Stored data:
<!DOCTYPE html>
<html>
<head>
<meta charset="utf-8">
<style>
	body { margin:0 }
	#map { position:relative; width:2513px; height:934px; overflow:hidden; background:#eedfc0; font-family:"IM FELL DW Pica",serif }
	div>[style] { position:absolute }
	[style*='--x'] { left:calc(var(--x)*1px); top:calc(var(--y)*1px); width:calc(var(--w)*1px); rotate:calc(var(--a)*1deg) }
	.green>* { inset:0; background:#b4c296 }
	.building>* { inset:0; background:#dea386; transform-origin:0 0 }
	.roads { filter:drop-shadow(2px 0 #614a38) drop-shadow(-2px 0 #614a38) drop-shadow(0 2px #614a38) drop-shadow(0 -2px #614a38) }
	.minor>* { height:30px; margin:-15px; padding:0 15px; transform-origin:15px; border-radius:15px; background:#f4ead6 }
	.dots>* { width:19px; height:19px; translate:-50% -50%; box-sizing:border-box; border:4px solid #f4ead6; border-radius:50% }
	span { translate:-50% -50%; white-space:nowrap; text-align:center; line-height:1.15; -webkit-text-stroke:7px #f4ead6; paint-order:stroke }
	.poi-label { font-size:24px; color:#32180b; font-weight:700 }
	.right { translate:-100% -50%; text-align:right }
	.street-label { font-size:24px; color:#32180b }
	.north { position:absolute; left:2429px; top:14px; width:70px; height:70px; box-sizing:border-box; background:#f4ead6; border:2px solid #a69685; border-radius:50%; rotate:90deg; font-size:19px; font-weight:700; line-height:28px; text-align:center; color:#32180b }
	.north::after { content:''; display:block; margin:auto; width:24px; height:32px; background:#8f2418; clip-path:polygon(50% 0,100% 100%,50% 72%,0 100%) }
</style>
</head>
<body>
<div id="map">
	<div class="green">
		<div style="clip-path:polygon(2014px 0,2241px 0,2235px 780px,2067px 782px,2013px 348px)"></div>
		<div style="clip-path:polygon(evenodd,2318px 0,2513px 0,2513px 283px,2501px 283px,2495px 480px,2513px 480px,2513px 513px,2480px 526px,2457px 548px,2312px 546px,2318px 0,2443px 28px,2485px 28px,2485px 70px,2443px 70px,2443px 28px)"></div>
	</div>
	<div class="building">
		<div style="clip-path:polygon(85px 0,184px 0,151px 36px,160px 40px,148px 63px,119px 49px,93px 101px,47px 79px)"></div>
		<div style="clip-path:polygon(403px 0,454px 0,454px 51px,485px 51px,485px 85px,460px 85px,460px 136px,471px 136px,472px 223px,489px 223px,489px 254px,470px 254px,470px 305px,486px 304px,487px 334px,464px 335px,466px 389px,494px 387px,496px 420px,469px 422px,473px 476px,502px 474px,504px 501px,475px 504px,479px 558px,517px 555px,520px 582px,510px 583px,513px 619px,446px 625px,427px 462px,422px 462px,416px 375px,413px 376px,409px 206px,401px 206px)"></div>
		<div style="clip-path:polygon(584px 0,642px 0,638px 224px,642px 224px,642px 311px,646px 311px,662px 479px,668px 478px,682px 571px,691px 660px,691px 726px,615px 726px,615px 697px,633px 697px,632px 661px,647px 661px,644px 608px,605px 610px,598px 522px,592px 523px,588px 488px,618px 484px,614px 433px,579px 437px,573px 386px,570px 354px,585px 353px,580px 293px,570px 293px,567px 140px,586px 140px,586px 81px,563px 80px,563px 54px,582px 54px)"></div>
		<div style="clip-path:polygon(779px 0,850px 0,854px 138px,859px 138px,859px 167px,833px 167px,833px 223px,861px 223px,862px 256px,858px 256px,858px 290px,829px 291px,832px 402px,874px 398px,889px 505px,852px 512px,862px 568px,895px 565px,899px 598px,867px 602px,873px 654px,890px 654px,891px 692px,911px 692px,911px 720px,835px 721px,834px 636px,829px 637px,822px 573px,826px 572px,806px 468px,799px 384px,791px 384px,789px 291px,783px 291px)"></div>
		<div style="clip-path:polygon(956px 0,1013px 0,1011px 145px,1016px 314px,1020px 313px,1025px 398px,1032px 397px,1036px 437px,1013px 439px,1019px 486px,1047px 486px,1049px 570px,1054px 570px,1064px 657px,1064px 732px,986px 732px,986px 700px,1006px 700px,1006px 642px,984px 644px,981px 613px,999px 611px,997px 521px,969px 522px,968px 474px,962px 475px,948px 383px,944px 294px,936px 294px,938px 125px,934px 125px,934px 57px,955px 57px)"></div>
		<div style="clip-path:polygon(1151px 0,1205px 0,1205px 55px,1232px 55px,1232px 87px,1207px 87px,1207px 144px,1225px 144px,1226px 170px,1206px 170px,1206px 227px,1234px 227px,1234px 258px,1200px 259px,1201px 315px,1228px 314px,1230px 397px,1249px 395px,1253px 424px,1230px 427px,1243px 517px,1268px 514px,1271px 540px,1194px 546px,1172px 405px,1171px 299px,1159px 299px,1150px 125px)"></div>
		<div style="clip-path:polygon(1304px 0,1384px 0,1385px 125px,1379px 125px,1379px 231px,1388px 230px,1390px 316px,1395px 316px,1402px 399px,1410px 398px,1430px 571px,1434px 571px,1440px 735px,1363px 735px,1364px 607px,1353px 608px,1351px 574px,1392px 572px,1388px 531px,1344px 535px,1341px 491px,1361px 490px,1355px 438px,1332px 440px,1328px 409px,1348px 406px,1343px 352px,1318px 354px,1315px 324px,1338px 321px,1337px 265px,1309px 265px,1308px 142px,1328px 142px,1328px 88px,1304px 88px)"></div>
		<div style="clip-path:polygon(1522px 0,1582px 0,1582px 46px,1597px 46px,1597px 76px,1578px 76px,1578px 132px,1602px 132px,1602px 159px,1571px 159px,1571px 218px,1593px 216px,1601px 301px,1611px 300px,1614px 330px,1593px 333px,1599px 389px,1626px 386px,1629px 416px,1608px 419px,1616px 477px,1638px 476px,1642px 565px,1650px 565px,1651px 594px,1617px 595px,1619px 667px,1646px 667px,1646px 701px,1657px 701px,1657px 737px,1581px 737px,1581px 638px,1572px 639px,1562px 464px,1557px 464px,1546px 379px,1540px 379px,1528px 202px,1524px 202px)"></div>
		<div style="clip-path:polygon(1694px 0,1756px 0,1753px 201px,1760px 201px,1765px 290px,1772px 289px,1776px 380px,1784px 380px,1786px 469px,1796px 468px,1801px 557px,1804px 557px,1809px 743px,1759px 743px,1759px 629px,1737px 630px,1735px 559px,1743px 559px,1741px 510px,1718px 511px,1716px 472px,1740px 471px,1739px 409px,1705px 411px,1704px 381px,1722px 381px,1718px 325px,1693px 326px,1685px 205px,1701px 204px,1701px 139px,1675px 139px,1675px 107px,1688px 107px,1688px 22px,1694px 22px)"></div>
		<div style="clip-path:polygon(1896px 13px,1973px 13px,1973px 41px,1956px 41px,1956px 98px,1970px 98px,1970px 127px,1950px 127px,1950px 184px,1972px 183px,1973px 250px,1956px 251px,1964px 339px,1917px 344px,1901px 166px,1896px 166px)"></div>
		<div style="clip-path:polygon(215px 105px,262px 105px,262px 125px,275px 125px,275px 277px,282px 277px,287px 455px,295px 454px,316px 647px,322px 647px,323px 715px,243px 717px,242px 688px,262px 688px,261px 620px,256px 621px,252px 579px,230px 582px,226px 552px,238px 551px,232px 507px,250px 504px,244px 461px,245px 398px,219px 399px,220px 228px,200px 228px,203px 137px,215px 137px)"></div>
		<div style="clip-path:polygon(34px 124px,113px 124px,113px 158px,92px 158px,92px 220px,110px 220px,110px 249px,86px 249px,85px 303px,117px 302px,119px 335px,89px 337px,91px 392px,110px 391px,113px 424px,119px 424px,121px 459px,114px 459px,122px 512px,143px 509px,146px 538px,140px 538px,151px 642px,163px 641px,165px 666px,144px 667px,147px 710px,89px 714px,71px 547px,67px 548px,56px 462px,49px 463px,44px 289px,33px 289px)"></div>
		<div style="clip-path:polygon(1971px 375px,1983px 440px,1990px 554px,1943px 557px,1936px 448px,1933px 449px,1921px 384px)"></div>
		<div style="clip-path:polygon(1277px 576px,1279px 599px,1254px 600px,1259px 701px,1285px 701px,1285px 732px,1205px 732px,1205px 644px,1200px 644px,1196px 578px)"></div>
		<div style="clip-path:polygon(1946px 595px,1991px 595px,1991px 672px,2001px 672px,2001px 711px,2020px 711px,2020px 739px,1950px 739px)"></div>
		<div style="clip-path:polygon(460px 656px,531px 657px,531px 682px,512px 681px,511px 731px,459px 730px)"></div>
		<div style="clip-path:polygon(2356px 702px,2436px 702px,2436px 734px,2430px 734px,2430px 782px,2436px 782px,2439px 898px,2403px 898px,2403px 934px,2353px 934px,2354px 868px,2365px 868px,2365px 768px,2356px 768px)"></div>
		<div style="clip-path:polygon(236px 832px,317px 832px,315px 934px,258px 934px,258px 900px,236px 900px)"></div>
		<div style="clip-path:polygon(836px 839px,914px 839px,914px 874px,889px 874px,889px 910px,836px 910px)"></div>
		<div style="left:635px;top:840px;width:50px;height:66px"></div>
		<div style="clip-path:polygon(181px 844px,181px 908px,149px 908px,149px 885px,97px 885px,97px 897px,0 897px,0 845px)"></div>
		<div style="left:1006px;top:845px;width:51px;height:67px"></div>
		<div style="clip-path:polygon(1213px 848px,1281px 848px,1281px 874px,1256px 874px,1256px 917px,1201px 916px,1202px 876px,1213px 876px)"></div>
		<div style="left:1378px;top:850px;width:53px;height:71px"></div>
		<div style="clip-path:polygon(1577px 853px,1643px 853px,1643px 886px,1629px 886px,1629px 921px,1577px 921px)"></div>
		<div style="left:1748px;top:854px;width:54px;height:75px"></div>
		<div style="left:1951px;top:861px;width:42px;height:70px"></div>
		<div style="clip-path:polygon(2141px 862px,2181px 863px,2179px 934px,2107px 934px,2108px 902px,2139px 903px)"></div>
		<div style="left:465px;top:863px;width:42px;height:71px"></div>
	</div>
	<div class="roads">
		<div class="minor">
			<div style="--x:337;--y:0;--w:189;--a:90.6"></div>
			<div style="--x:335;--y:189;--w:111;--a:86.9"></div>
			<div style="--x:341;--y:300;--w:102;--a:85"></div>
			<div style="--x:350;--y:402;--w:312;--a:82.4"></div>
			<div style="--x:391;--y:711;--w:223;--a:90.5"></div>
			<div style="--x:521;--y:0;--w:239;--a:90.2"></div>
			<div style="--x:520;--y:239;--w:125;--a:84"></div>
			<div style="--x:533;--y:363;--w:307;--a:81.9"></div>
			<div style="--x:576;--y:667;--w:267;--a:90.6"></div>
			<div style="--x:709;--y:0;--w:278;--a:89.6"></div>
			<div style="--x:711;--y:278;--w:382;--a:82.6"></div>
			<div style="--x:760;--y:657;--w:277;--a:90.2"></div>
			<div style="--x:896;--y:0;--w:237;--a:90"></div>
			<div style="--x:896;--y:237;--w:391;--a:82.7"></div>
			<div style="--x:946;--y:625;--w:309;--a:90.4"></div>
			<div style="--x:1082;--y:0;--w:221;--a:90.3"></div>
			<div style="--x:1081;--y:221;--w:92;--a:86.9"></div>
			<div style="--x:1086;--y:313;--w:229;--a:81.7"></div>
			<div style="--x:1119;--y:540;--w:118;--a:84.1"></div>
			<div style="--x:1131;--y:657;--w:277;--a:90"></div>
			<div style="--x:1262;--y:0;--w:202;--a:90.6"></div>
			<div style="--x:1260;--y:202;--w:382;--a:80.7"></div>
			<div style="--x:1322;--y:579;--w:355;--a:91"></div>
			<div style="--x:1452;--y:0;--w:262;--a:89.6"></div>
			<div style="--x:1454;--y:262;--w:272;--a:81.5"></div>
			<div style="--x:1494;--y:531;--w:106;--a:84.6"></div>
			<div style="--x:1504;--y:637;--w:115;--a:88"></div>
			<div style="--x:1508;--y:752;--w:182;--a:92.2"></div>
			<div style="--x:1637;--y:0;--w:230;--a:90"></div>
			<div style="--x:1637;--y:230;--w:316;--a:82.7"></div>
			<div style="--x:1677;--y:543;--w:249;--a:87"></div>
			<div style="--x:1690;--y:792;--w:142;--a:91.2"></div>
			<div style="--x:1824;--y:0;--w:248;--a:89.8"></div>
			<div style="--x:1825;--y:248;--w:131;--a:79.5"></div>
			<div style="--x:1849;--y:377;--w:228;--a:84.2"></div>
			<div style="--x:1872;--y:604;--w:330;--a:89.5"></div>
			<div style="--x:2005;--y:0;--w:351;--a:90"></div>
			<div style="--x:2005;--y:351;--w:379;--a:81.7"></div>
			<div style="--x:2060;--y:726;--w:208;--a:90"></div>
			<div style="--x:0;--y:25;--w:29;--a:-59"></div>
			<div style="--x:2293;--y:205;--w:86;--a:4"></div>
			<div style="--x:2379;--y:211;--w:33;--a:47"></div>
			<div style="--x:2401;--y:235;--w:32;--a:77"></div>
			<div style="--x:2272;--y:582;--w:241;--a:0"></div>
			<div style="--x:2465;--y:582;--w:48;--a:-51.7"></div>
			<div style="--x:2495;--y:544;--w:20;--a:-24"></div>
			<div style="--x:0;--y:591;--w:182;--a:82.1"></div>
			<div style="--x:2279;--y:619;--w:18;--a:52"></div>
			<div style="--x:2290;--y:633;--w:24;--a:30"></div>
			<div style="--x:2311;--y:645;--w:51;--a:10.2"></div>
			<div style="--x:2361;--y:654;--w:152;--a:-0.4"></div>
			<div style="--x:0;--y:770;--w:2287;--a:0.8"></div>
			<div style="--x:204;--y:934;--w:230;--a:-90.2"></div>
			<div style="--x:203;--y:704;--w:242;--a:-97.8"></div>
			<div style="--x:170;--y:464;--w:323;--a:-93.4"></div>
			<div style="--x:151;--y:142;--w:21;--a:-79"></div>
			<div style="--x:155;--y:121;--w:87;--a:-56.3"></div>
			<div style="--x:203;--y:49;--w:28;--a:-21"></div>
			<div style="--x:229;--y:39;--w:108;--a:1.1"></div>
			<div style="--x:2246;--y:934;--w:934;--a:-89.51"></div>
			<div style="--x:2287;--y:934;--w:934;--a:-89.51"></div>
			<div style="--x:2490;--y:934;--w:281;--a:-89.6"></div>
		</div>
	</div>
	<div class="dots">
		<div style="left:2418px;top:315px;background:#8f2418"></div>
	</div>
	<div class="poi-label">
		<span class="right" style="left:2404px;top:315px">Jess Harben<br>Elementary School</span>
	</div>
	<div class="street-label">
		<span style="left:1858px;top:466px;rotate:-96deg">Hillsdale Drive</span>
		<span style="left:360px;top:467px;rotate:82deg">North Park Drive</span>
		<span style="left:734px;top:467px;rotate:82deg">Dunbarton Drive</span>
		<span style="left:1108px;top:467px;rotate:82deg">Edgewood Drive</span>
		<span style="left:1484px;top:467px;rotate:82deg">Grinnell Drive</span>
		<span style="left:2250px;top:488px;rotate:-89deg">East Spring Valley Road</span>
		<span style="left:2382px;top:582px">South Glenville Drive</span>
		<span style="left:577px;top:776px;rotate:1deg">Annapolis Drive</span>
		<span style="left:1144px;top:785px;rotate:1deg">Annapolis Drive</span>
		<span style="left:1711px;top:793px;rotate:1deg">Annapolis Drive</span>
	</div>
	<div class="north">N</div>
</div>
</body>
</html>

* [WHAT IS BEING ASKED] Beginning at the line with "inset:0; background:#dea386; transform-origin:0" and stopping after the line with "width:19px; height:19px; translate:-50%", please write out every line of the data above exactly and nothing else.

* [SOLUTION TO THIS PROBLEM]
	.building>* { inset:0; background:#dea386; transform-origin:0 0 }
	.roads { filter:drop-shadow(2px 0 #614a38) drop-shadow(-2px 0 #614a38) drop-shadow(0 2px #614a38) drop-shadow(0 -2px #614a38) }
	.minor>* { height:30px; margin:-15px; padding:0 15px; transform-origin:15px; border-radius:15px; background:#f4ead6 }
	.dots>* { width:19px; height:19px; translate:-50% -50%; box-sizing:border-box; border:4px solid #f4ead6; border-radius:50% }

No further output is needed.